Re: [Mesa-dev] r600g: status of the r600-sb branch

Vadim Girlin Sun, 21 Apr 2013 11:29:13 -0700

On 04/21/2013 04:04 AM, Marek Olšák wrote:

Ah, I didn't know you had any other env vars. It's preferable to have
as many boolean flags as possible handled by a single env var, because
it's easier to use (R600_DUMP_SHADERS counts as a pretty ugly list of
boolean flags hidden behind a magic number). Feel free to have
separate env vars for more complex parameters.


I skimmed through some of your code and the coding style looks good.
I'm also okay with C++, it really seems like the right choice here.
However I agree with the argument that one header file per cpp might
not always be a good idea, especially if the header file is pretty
small.

Thanks for reviewing.

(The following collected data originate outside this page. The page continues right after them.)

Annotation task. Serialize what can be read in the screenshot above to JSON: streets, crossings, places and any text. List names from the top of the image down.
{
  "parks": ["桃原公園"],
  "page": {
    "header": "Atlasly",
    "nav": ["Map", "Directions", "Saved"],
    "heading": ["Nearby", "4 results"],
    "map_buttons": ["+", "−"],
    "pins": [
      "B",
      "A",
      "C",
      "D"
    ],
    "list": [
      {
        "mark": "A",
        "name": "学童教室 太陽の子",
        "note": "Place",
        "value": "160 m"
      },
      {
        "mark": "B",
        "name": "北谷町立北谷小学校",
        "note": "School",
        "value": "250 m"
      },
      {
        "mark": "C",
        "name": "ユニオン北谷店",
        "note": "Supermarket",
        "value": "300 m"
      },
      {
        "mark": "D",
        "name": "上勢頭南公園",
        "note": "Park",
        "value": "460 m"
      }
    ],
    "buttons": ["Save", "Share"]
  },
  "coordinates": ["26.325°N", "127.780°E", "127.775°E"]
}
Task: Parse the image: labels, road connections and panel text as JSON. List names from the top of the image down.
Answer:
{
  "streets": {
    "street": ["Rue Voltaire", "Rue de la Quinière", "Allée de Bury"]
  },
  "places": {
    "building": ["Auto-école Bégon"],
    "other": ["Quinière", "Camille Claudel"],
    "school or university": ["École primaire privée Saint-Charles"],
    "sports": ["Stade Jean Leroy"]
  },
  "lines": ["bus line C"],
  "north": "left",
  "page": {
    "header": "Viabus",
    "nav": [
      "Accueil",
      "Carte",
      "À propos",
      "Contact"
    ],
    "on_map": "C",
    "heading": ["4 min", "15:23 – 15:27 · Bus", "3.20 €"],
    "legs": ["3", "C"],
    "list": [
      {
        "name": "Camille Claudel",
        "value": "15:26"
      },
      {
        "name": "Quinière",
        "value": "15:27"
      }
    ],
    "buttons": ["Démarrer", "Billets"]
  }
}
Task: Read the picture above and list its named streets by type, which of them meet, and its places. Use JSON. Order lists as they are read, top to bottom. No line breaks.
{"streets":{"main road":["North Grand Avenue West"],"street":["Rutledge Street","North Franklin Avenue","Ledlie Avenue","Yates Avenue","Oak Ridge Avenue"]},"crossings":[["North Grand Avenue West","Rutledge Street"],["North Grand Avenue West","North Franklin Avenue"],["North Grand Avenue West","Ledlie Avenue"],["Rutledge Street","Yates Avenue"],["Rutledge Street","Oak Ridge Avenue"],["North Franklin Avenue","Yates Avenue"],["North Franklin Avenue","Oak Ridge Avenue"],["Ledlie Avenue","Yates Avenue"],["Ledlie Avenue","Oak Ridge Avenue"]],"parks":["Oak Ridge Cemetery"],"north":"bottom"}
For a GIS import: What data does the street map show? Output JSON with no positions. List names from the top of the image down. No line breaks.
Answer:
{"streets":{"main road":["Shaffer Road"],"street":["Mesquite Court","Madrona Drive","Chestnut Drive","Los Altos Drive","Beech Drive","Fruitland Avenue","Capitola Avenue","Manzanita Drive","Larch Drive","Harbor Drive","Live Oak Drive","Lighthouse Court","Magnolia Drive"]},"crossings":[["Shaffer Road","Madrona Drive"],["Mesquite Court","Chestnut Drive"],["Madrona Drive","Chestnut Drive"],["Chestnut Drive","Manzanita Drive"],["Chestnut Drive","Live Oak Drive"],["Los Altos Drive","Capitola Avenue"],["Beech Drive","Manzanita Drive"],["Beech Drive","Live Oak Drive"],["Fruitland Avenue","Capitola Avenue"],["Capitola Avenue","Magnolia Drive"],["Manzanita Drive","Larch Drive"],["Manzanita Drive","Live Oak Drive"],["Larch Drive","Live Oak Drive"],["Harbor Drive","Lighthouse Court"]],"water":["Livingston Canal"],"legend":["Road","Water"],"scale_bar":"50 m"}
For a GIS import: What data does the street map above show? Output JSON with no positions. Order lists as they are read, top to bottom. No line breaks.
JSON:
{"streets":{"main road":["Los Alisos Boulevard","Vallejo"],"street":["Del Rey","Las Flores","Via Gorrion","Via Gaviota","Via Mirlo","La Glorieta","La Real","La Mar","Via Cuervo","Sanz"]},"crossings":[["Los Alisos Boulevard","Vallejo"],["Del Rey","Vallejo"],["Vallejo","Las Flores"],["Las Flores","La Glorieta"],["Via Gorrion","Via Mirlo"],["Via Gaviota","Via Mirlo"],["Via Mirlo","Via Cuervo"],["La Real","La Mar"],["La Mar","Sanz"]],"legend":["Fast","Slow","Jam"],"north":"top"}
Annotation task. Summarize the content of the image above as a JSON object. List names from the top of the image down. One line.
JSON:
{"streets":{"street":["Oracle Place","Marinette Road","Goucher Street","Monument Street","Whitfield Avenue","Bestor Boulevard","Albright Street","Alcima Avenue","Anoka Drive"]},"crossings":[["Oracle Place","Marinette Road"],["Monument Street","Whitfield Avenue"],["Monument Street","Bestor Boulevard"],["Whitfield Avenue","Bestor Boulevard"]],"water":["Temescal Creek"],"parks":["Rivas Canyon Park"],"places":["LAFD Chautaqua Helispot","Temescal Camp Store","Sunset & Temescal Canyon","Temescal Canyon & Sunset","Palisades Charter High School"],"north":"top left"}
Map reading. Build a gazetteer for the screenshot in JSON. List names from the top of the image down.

I pushed to my repo the branch with the followingchanges:


- changes to existing r600g code splitted from the main big patch

- small header files merged into sb_pass.h, sb_ir.h, sb_bc.h

- added new R600_DEBUG flags to replace multiple env vars:
    sb - Enable optimization of graphics shaders
    sbcl - Enable optimization of compute shaders
    sbdry - Dry run, optimize but don't use new bytecode
    sbstat - Print optimization statistics (currently the time only)
    sbdump - Print IR after some passes.

- added debug_id (shader index) to struct r600_bytecode, id's areassigned to each shader in r600_bytecode_init and printed in the shaderdump header, it's intended to avoid reinventing shader numbering indifferent places for dumps and debugging.


- some minor cleanups

Updated branch can be found here:

  http://cgit.freedesktop.org/~vadimg/mesa/log/?h=r600-sb-2

Vadim

Marek

On Sat, Apr 20, 2013 at 11:02 AM, Vadim Girlin <vadimgir...@gmail.com> wrote:

On 04/20/2013 03:11 AM, Marek Olšák wrote:


Please don't add any new environment variables and use R600_DEBUG
instead. The other environment variables are deprecated.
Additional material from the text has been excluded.